*** Opening of Data extract ***
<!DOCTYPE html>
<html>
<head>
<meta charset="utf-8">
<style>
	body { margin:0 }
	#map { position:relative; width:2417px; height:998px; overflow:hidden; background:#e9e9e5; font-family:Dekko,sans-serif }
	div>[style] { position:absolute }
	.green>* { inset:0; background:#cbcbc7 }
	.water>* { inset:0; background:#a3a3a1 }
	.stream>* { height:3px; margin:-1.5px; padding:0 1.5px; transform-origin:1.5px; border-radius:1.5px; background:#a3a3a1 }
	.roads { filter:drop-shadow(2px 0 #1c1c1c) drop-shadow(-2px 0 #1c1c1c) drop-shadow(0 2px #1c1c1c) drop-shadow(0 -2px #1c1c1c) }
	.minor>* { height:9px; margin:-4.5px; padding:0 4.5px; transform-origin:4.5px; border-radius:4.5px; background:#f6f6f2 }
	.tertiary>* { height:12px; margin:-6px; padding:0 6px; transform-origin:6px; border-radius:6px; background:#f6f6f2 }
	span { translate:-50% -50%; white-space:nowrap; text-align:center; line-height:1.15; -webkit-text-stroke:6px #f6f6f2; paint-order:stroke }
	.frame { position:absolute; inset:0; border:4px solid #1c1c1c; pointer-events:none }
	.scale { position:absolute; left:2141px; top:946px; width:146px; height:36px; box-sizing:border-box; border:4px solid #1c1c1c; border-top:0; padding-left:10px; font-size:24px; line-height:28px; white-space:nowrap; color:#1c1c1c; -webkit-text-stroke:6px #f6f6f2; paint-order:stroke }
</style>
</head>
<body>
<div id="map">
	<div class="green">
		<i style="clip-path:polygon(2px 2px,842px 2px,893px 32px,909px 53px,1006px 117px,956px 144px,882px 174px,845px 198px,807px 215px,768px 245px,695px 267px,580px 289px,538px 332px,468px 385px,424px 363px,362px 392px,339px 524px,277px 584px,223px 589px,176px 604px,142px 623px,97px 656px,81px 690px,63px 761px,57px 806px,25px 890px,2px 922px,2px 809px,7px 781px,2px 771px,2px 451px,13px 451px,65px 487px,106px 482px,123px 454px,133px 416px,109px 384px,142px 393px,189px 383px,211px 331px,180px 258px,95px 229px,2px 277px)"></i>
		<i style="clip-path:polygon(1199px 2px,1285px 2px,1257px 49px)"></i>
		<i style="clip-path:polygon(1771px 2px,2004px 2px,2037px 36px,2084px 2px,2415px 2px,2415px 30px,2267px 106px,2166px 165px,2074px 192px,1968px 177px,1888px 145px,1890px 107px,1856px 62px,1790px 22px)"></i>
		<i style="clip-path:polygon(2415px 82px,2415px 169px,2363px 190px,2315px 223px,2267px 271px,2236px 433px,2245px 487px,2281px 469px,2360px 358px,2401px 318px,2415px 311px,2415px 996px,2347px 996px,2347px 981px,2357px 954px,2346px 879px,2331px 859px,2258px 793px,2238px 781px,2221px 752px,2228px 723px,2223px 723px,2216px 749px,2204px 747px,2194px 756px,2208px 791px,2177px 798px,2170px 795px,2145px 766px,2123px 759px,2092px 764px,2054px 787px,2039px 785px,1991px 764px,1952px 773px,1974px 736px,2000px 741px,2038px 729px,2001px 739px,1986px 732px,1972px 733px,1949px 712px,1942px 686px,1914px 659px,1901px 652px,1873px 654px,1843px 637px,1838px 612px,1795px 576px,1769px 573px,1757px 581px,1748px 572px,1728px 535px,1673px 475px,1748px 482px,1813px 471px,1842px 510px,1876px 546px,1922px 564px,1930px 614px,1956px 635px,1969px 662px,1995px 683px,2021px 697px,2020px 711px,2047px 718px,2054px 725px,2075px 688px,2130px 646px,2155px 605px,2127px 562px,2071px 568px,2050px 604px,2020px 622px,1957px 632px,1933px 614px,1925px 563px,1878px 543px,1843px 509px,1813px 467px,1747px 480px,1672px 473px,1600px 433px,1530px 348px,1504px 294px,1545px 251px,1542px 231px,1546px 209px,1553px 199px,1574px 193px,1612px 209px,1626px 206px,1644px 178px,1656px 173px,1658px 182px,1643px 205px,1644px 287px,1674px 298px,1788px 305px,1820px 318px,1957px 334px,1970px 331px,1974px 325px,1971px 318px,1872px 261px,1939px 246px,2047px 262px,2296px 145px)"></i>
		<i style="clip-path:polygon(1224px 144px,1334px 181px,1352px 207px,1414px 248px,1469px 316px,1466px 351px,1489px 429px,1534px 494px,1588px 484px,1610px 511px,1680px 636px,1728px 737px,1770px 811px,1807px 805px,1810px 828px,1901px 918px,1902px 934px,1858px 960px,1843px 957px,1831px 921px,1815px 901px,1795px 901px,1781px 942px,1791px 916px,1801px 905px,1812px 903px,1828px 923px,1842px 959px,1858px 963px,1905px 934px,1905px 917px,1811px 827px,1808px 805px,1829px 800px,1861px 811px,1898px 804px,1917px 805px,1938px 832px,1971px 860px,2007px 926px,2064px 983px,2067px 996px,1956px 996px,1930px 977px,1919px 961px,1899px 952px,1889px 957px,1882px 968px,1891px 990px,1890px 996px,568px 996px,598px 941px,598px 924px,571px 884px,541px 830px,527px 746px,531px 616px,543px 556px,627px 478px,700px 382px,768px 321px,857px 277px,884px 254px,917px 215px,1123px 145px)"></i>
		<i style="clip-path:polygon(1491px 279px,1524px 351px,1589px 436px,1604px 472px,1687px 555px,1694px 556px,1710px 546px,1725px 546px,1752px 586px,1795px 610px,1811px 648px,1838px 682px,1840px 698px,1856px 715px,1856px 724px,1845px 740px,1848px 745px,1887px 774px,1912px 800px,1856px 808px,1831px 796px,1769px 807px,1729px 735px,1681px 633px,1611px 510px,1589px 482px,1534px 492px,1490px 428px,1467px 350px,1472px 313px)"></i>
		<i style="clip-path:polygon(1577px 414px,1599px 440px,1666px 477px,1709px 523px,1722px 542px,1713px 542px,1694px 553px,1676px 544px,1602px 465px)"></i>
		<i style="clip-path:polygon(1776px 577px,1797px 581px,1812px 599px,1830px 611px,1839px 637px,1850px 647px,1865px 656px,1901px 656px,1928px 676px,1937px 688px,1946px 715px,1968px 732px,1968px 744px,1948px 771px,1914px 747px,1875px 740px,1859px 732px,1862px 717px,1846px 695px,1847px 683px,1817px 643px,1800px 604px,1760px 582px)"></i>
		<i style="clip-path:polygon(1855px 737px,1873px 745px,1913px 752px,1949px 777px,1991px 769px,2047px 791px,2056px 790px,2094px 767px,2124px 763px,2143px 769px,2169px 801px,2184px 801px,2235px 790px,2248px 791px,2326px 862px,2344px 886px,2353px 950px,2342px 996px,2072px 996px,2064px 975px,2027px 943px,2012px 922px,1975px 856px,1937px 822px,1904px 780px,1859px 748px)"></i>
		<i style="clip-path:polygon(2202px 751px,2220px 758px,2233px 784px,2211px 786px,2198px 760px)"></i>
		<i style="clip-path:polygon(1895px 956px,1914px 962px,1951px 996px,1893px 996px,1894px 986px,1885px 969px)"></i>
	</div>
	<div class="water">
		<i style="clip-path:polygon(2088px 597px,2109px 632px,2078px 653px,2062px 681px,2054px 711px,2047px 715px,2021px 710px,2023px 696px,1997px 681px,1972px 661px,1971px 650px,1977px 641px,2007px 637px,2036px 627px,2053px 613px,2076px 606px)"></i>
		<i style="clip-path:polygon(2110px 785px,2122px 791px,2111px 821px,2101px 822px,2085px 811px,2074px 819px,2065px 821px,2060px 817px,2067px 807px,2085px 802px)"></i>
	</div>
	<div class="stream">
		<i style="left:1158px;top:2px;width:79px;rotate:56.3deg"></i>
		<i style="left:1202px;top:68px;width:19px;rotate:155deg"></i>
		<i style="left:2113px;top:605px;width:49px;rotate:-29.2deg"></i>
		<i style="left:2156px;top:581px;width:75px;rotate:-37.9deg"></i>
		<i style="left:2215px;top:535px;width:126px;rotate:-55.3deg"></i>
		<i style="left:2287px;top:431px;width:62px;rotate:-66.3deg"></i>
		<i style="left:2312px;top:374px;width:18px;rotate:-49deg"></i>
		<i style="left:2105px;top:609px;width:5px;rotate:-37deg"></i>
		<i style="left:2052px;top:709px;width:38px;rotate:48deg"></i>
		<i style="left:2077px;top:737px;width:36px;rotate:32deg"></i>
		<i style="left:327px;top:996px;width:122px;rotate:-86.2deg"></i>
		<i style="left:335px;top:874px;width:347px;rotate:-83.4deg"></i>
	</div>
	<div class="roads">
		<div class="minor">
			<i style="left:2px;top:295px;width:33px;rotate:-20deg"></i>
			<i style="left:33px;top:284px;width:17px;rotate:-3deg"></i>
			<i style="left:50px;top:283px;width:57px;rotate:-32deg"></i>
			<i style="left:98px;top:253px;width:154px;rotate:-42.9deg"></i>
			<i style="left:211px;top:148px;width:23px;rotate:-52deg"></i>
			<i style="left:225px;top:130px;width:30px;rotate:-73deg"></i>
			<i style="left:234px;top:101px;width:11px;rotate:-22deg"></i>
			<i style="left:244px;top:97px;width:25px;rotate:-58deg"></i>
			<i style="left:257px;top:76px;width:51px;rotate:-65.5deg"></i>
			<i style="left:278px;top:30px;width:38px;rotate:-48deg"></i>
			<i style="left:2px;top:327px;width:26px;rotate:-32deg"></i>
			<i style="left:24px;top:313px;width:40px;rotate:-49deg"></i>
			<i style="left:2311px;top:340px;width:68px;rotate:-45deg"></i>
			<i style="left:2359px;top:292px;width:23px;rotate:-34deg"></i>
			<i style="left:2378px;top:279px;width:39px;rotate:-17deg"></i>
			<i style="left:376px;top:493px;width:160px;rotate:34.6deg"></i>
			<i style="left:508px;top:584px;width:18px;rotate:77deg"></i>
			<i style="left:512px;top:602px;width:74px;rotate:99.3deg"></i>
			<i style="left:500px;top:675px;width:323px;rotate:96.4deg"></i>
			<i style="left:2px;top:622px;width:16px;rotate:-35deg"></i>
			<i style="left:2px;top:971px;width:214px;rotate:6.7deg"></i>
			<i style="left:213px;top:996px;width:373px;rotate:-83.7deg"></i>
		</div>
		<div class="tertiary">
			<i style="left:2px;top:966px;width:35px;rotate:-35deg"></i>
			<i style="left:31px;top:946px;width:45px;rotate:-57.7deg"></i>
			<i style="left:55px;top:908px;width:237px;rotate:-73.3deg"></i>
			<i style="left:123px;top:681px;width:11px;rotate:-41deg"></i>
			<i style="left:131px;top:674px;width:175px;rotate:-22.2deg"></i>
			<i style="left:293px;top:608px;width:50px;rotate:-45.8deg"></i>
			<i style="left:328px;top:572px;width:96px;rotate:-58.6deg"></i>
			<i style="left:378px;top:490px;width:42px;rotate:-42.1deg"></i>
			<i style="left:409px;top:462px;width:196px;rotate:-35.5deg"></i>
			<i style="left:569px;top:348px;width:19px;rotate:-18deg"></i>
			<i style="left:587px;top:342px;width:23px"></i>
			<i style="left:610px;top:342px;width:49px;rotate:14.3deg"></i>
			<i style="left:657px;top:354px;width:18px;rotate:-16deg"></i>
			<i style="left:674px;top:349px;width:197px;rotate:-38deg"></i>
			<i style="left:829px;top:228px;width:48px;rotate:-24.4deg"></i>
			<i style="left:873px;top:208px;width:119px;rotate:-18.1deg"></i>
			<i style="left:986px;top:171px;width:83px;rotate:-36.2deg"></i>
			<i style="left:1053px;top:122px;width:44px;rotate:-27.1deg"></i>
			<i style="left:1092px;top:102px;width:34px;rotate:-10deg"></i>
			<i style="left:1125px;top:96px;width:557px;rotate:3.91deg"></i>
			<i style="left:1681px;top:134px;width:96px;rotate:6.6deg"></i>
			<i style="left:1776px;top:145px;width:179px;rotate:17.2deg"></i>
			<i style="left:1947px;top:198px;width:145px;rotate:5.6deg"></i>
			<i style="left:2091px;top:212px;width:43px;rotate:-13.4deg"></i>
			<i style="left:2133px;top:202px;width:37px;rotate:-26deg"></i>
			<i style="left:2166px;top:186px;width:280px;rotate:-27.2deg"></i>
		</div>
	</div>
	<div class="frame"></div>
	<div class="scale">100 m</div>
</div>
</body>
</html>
*** Close of Data extract ***
» Assignment
Return each line from the entries above that includes "origin".

» Your solution
	.stream>* { height:3px; margin:-1.5px; padding:0 1.5px; transform-origin:1.5px; border-radius:1.5px; background:#a3a3a1 }
	.minor>* { height:9px; margin:-4.5px; padding:0 4.5px; transform-origin:4.5px; border-radius:4.5px; background:#f6f6f2 }
	.tertiary>* { height:12px; margin:-6px; padding:0 6px; transform-origin:6px; border-radius:6px; background:#f6f6f2 }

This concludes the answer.